One important category of travellers will be spared the extra journey, though - those travelling to Rome, most of whom just happen to be customers of the national carrier, Alitalia. Nine other European airlines have cried foul and the row has embroiled the Italian premier, Romano Prodi, and the European Transport Commissioner, Neil Kinnock.

With the issue still deadlocked the European Commission warned yesterday that Italy has a week to negotiate a settlement or face a formal declaration that it is breaking European Union law. One source said it could mean "chaos" at Linate on 25 October, with foreign airlines refusing to move.

Behind the bust-up lie the cut-throat economics of the European airline business. Air travel has expanded and Linate, with its single runway, last year handled more than 14 million passengers, making the case for a new, northern Italian hub unanswerable.

For the new airport at Malpensa to become viable, the airport - built with European aid - needs traffic, hence the Italians' desire to shift airlines to it. But the promised Malpensa Express rail link has yet to begin service and work on widening the main road artery is also behind schedule.

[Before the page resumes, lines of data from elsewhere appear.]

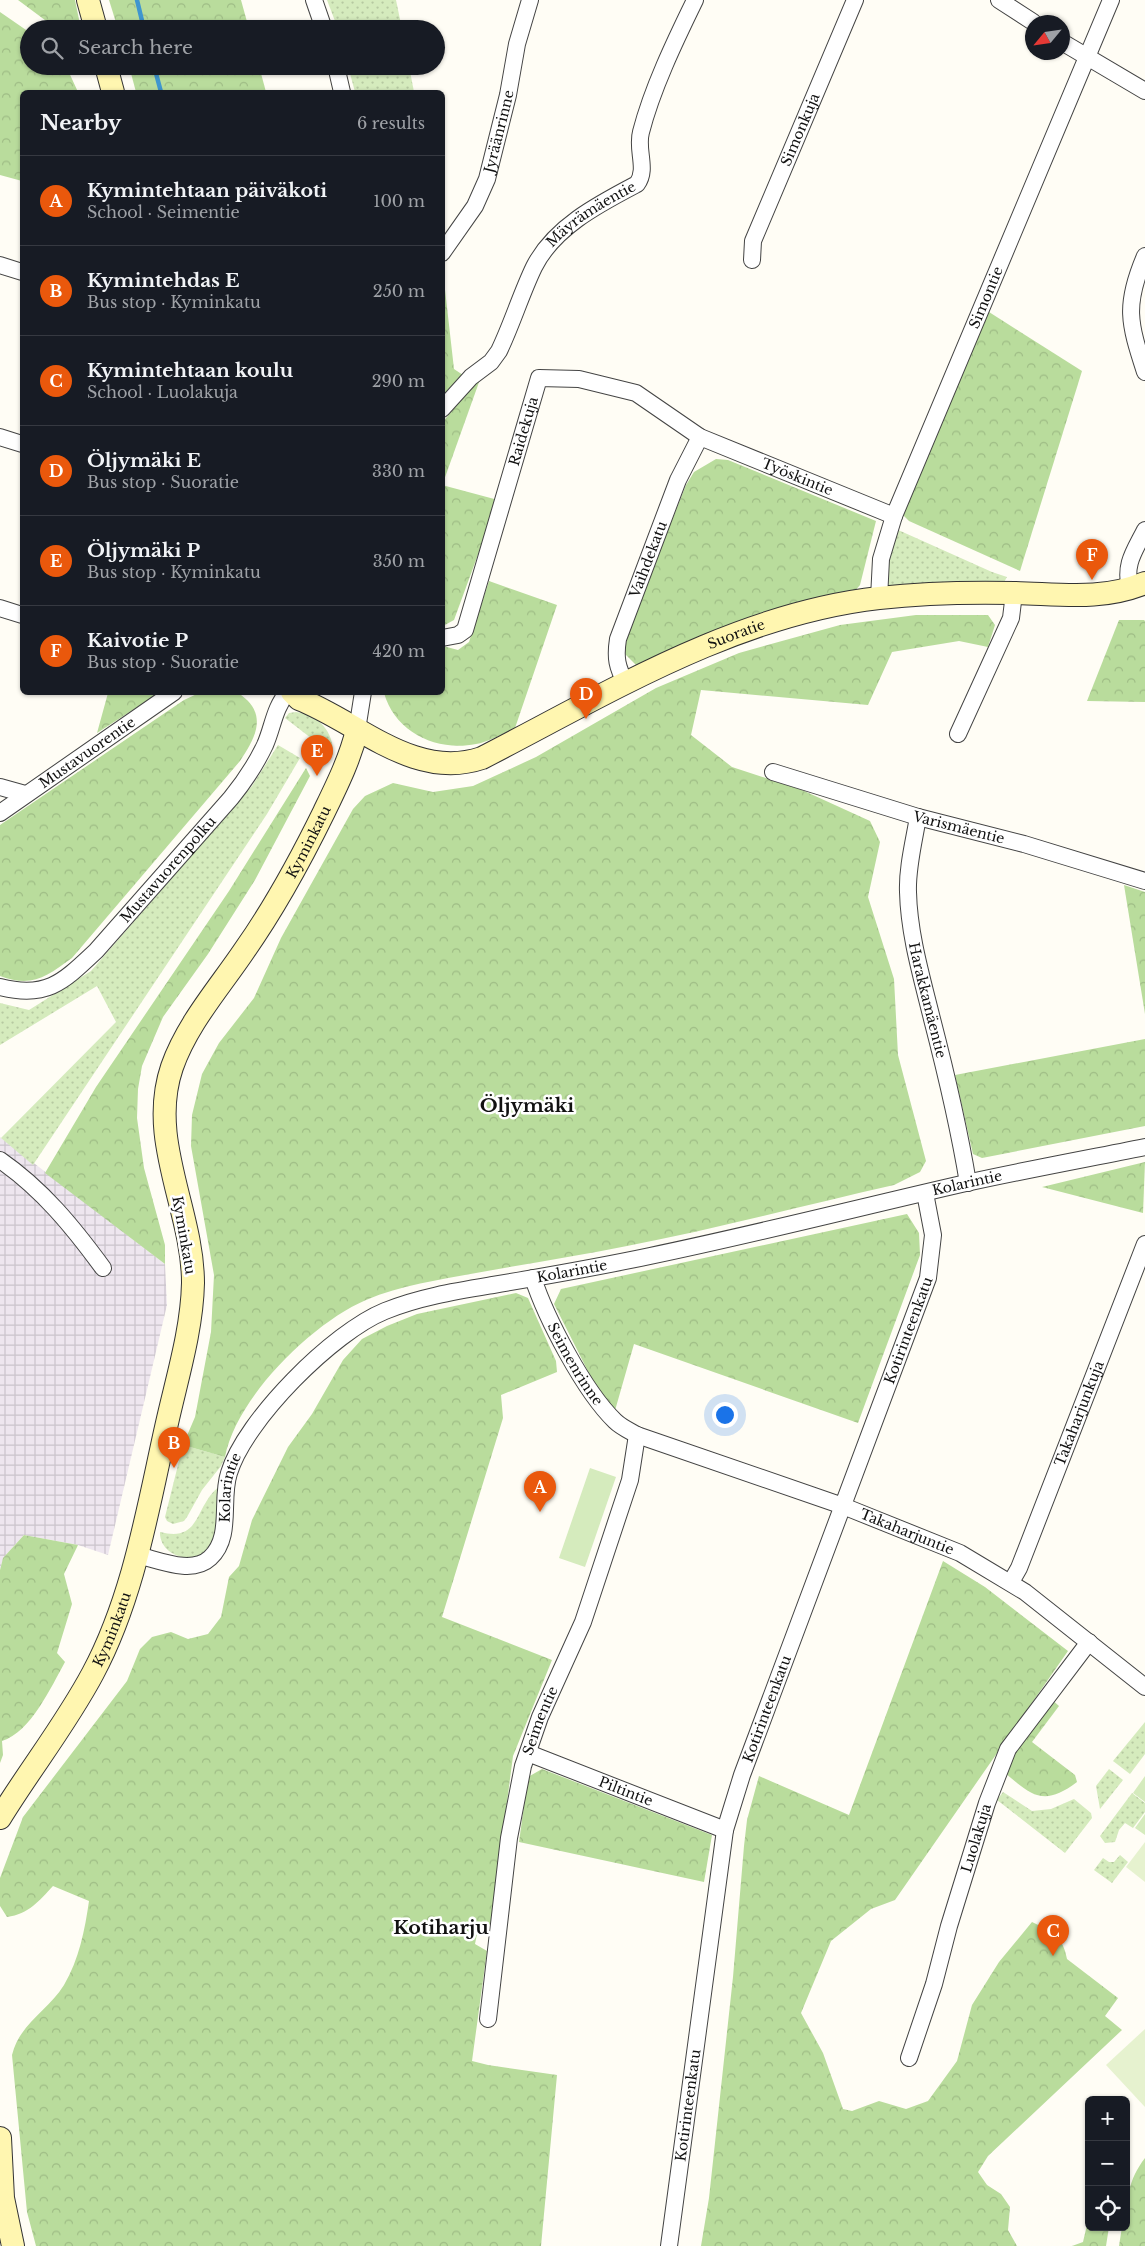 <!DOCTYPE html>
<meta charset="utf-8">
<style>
:root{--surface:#171b24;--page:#242831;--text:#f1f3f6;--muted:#9ea1a6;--line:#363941;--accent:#ea580c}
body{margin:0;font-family:"Libre Baskerville",serif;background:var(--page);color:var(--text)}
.controls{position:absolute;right:15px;bottom:15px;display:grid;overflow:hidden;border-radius:8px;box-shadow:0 1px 4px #0004}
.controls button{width:45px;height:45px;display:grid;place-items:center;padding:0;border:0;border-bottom:1px solid var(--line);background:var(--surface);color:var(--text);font:25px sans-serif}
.compass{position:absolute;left:1025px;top:15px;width:45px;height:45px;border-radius:50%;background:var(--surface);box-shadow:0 1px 4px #0004;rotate:241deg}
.you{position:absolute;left:724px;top:1414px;width:18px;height:18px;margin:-12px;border:4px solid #fff;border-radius:50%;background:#1a73e8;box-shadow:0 0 0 8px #1a73e833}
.badge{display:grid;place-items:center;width:32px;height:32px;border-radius:50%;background:var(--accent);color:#fff;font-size:16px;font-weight:700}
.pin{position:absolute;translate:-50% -41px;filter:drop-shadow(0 1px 2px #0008)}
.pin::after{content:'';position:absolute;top:26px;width:18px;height:15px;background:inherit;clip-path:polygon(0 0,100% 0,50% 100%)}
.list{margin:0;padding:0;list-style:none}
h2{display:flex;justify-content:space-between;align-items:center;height:65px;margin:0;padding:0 20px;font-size:21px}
h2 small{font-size:16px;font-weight:400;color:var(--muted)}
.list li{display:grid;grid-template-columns:32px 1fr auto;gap:15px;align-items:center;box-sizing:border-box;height:90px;padding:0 20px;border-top:1px solid var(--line)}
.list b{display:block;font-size:19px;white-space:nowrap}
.list p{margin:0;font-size:16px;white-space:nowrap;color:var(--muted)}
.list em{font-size:16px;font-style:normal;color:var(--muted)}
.icon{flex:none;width:28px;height:28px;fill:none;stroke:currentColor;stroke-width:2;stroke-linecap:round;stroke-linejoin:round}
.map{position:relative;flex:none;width:1145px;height:2246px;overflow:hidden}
.search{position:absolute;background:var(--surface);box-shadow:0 1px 4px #0004;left:20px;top:20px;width:425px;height:55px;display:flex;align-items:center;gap:12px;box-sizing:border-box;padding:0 18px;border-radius:28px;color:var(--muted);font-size:19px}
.panel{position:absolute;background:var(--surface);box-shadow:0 1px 4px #0004;left:20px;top:90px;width:425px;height:605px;border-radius:8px}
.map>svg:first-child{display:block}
.industrial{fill:url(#industrial-grid)}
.grass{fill:url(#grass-dots)}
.forest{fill:url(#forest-crowns)}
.park{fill:#d5ebbd}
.pitch{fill:#e6f2cf}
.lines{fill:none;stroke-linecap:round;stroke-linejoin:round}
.stream{stroke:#3f96cf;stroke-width:4.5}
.street-casing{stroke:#444;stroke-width:18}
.secondary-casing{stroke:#333;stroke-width:24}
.street{stroke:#fff;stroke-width:16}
.secondary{stroke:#fff6b0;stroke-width:22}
.labels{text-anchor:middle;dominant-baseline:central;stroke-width:5;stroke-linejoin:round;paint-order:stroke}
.street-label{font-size:14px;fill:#111;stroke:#fff}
.district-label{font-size:19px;font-weight:bold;fill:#111;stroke:#fff}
</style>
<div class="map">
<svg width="1145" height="2246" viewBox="0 0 1145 2246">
<defs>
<pattern id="industrial-grid" width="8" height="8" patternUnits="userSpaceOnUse" patternTransform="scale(1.25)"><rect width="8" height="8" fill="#eee6ef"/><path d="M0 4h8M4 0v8" fill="none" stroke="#cbc4cc"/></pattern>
<pattern id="grass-dots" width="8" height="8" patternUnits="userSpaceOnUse" patternTransform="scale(1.25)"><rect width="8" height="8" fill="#d5ebbd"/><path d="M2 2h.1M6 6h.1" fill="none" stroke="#b6c8a1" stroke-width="1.8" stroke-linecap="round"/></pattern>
<pattern id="forest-crowns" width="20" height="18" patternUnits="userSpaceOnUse" patternTransform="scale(1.25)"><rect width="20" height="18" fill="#b9dc9c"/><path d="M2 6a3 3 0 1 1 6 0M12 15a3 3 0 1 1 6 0" fill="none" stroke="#9ebc85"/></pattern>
</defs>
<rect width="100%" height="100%" fill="#fffdf5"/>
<polygon class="industrial" points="0,1137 165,1264 167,1305 108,1555 78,1545 24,1535 3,1558 0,1570"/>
<g class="grass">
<polygon points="327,0 396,0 402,29 338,29"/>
<polygon points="348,66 409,66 414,92 355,92"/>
<polygon points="896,529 992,572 1007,577 1003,584 885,587 884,563"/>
<path d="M296 712C319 715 334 732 333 755L285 718 289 713Z"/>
<polygon points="278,745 300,758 267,814 33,1165 1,1138 116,1022 97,986 0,1045 0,1003 29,1010 91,971 252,786"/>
<polygon points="183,1445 225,1457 221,1466 202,1490 187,1517 184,1521 173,1524 167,1521 165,1517"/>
<path d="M220 1486C218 1504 220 1533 209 1548 195 1567 159 1556 160 1532 202 1543 194 1505 220 1486Z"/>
<polygon points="1145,1722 1145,1754 1130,1774 1113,1761"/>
<polygon points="1109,1769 1123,1780 1100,1809 1096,1786"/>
<polygon points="1003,1792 1032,1811 1051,1809 1074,1799 1091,1813 1092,1818 1065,1853 997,1800"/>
<polygon points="1132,1793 1145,1803 1145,1812 1133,1828 1125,1823 1119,1830 1115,1842 1105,1843 1100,1836"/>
<polygon points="1120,1855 1128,1862 1112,1883 1094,1870 1103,1858 1109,1862 1114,1862"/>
</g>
<g class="forest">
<polygon points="18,0 75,0 81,29 57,29"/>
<polygon points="109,0 241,0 249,29 118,29"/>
<polygon points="0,12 29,32 29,66 66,66 78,92 22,92 22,181 0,175"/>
<polygon points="129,66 259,66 266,92 136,92"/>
<polygon points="443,272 454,369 463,375 443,397"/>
<polygon points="989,312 1082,371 1020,571 909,521 901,513"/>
<polygon points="483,371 443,483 443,422"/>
<polygon points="716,459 728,460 876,521 860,585 854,592 636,665 625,654 627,633 686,485 694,472"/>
<polygon points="442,485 498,500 454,620 443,626"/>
<path d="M489 581 557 605 515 728C503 733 489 742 476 744 436 752 395 732 384 693L442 692 443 646 458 650 469 642Z"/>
<path d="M916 615H988L995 625 988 647 959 641 892 652 868 705 701 690 691 735 732 767 802 790 870 821 880 842 868 897 894 979 898 1055 926 1161 920 1172 894 1185C805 1205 716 1229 627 1246 577 1256 526 1264 476 1273 439 1280 401 1285 366 1300 312 1323 236 1398 225 1457L183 1445 195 1417 211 1332 214 1275 191 1146 192 1115 202 1074 219 1043 254 998 281 938 353 809 365 796 393 783 433 792 473 786 536 757 656 688 739 653 840 625Z"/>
<polygon points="1119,620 1144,620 1145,621 1145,702 1087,701"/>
<polygon points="108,693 108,692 159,693 97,733"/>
<path d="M199 693H238C269 713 256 737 240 761L72 958C46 977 32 988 0 976V825L184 700Z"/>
<polygon points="306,768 310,776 255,880 208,954 163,1017 142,1066 138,1089 137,1118 144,1168 165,1245 165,1264 45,1173 96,1087 229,891"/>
<polygon points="1124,885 1145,892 1145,1014"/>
<polygon points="1145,1039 1145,1126 982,1158 973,1154 955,1075"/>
<polygon points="1145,1162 1143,1213 1042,1187"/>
<polygon points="907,1214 919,1233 920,1255 858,1423 634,1344 614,1414 603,1401 554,1304 561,1289"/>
<path d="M516 1293 528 1298 556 1361 557 1372 501 1395 503 1418 442 1617 552 1660 513 1756 491 1924 478 1929 475 1944 487 1951 472 2061 488 2065 557 2075 541 2246H36L27 2212 12 2055C20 2023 48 2011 64 1985 79 1960 85 1929 89 1901L53 1886C39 1901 29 1914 7 1917L0 1906V1878L23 1817 127 1681 140 1649 152 1637 171 1632 188 1639 208 1634 221 1617 229 1577 239 1566 252 1520 288 1447 312 1414 343 1360 362 1339 387 1326 417 1314Z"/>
<path d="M24 1535 78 1545 64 1574 72 1604 57 1653 65 1662C51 1687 31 1732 2 1741L3 1755 0 1763V1570L3 1558Z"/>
<path d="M943 1561 985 1587 1068 1651 895 1900 871 1909 831 1941 801 2013 823 2053 843 2109 852 2111 879 2101 906 2109 928 2101 957 2061 972 2005 999 1962 1032 1922C1052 1932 1063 1936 1067 1959L1118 1998 1105 2016 1122 2030 988 2156 978 2172 987 2185 1001 2194 1010 2207 1008 2230 1017 2246H701L709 2198 733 1977 744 1846 747 1820 759 1776 849 1815Z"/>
<path d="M1050 1698 1059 1706 1032 1742 1075 1775 1077 1782C1044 1807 1032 1796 1004 1772L1018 1744Z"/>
<polygon points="542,1769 712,1835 704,1882 519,1842 528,1777"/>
<path d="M1145 2158V2246H1119L1122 2227H1126C1126 2200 1128 2180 1145 2158Z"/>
<polygon points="1089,2216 1089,2227 1109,2227 1106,2246 1072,2246 1083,2242"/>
</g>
<g class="park">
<polygon points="590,1468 616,1477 585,1567 559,1558"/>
<polygon points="1145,1776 1145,1802 1133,1793"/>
<polygon points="1145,1814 1145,1835 1135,1828"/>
</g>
<g class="pitch">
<polygon points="1145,1842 1145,1882 1126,1867"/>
<polygon points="1145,2029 1145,2107 1106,2065"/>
</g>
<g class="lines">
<g class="stream">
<polyline points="137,0 144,29"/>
<polyline points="154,66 161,92"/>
</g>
<g class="street-casing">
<g id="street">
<polyline points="314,0 324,29"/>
<polyline points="999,0 1033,22"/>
<polyline points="1062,42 1145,91"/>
<polyline points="336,66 342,92"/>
<path id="s1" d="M442 253 475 206 487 179 508 95 517 44 530 0"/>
<path d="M1145 256C1124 305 1129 323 1145 372"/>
<path id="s2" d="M752 260 753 241 855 0"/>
<polyline points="0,265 22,272"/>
<path id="s3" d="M442 409 471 377 491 362 499 351C512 324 521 294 534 267 554 227 599 204 637 184 648 169 636 150 641 132 652 89 675 41 695 0"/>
<polyline points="0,437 22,444"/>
<path d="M1130 589C1124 564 1134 552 1145 530"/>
<path id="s4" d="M879 598 881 559 894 516 1111 0"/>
<polyline points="0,608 22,615"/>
<path id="s5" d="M442 638 458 635 465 630 539 378 579 379 636 393 700 437 894 516"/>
<path id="s6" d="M626 684C617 667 615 658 618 639L678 480 700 437"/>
<polyline points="357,730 363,692"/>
<polyline points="958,734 1011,618 1014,593"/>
<path id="s7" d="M773 772 918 817 1024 844 1145 881"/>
<polyline points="0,787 25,794"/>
<path id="s8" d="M0 813 174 692"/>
<path id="s9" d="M918 817C914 841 907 868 908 892 909 935 922 978 932 1019 946 1073 959 1128 968 1183"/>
<path id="s10" d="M0 987C47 999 63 982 96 951L231 798C244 782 256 764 265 745 273 727 274 708 288 692"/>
<path d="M0 1160C42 1189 73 1227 103 1268"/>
<path id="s11" d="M533 1278C546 1318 584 1391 615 1421 621 1427 630 1431 637 1435L843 1506 960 1553 1025 1592 1145 1687"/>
<path id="s12" d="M137 1555C159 1560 192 1575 210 1558 233 1537 220 1500 229 1473 245 1420 333 1332 385 1311 419 1297 457 1291 493 1285 546 1276 598 1267 650 1256 756 1234 861 1207 966 1183 1025 1170 1085 1159 1145 1147"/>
<path id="s13" d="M1011 1582 1019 1568 1145 1244"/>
<path id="s14" d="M528 1753 725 1830"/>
<path id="s15" d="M488 2019 509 1838 523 1766 540 1717 583 1622 630 1480 637 1435"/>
<path id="s16" d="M909 2058 934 1984 949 1926 987 1803 1008 1749 1089 1642"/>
<path id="s17" d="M669 2246 725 1830 742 1775 928 1278 933 1235 925 1193"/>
</g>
</g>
<g class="secondary-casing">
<g id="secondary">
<polyline points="88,0 96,29"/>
<polyline points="106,66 113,92"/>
<path id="s18" d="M292 692 299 699C358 722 414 781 482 758 608 693 736 614 879 598 924 593 970 592 1015 593 1060 594 1102 601 1145 583"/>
<path id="s19" d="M0 1818C30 1769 66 1724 93 1673 134 1596 148 1507 167 1423 177 1378 192 1330 193 1283 193 1210 147 1140 172 1067 187 1024 219 988 244 951 275 907 300 861 324 812 337 785 350 759 357 730"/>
<polyline points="0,2138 3,2198 13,2246"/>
</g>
</g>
<use href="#street" class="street"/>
<use href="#secondary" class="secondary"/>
</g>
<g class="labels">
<g class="street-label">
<text stroke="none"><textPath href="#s2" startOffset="140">Simonkuja</textPath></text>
<text stroke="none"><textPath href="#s1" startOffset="136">Jyräänrinne</textPath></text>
<text stroke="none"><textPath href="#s3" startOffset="252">Mäyrämäentie</textPath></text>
<text stroke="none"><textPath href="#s4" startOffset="321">Simontie</textPath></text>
<text stroke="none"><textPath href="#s5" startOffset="232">Raidekuja</textPath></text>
<text stroke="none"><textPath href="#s5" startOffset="569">Työskintie</textPath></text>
<text stroke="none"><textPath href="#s6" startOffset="132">Vaihdekatu</textPath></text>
<text stroke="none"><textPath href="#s18" startOffset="491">Suoratie</textPath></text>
<text stroke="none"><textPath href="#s8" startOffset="106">Mustavuorentie</textPath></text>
<text stroke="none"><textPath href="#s7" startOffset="194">Varismäentie</textPath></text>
<text stroke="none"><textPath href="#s19" startOffset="1060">Kyminkatu</textPath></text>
<text stroke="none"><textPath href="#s10" startOffset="218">Mustavuorenpolku</textPath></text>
<text stroke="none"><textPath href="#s9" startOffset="186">Harakkamäentie</textPath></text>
<text stroke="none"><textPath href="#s12" startOffset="991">Kolarintie</textPath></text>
<text transform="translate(184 1235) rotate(80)">Kyminkatu</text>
<text stroke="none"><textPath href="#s12" startOffset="586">Kolarintie</textPath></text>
<text stroke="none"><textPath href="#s17" startOffset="952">Kotirinteenkatu</textPath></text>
<text stroke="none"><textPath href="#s11" startOffset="96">Seimenrinne</textPath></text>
<text stroke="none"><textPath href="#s13" startOffset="182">Takaharjunkuja</textPath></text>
<text stroke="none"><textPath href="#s12" startOffset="151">Kolarintie</textPath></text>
<text stroke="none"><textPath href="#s11" startOffset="479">Takaharjuntie</textPath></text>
<text stroke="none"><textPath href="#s19" startOffset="220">Kyminkatu</textPath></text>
<text stroke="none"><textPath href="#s17" startOffset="548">Kotirinteenkatu</textPath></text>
<text stroke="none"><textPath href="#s15" startOffset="304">Seimentie</textPath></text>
<text stroke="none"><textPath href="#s14" startOffset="105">Piltintie</textPath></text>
<text stroke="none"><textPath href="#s16" startOffset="230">Luolakuja</textPath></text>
<text stroke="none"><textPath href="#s17" startOffset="142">Kotirinteenkatu</textPath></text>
</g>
<g class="district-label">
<text x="527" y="1105">Öljymäki</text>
<text x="441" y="1927">Kotiharju</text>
</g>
</g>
</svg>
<div class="controls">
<button>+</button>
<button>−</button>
<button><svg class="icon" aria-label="locate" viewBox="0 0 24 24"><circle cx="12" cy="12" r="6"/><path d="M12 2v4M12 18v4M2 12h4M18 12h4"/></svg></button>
</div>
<svg class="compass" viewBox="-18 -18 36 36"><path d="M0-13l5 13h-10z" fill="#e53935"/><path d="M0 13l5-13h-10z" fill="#9ea1a6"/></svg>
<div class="you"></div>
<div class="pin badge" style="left:540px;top:1512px">A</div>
<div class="pin badge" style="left:174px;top:1468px">B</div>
<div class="pin badge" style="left:1053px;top:1956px">C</div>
<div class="pin badge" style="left:586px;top:719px">D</div>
<div class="pin badge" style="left:317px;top:776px">E</div>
<div class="pin badge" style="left:1092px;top:580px">F</div>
<div class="search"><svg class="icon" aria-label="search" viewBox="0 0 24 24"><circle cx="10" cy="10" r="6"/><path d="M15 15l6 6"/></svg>Search here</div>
<section class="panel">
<h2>Nearby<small>6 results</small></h2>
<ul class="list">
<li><span class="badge">A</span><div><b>Kymintehtaan päiväkoti</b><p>School · Seimentie</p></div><em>100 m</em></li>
<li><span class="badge">B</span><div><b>Kymintehdas E</b><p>Bus stop · Kyminkatu</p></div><em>250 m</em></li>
<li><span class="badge">C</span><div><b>Kymintehtaan koulu</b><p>School · Luolakuja</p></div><em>290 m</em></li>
<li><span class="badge">D</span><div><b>Öljymäki E</b><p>Bus stop · Suoratie</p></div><em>330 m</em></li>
<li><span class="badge">E</span><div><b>Öljymäki P</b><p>Bus stop · Kyminkatu</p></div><em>350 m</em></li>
<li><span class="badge">F</span><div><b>Kaivotie P</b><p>Bus stop · Suoratie</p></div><em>420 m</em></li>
</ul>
</section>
</div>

Moreover, the Italian government's rules on who can stay at Linate have caused consternation by favouring only carriers on the most popular route, that with 2 million passengers a year. In practice, it means that flights only to Rome's Fiumincino are guaranteed a place, giving Alitalia, which dominates the route, the advantageof being able to feed its hub in Rome from Linate.

Rival airlines, including British Airways, Sabena, Lufthansa, Air France and SAS say they stand to lose out. Many of Milan's well-heeled business travellers take a short flight from Linate to connect to intercontinental flights from other European airports.

In the aviation industry, yesterday's Commission verdict, expected to rule against the Italian authorities, was as eagerly awaited as some of Linate's fog-bound arrivals. In the event, Mr Kinnock said that although the Commission had decided Italy was acting against European law, formal adoption of this decision would be delayed for a week.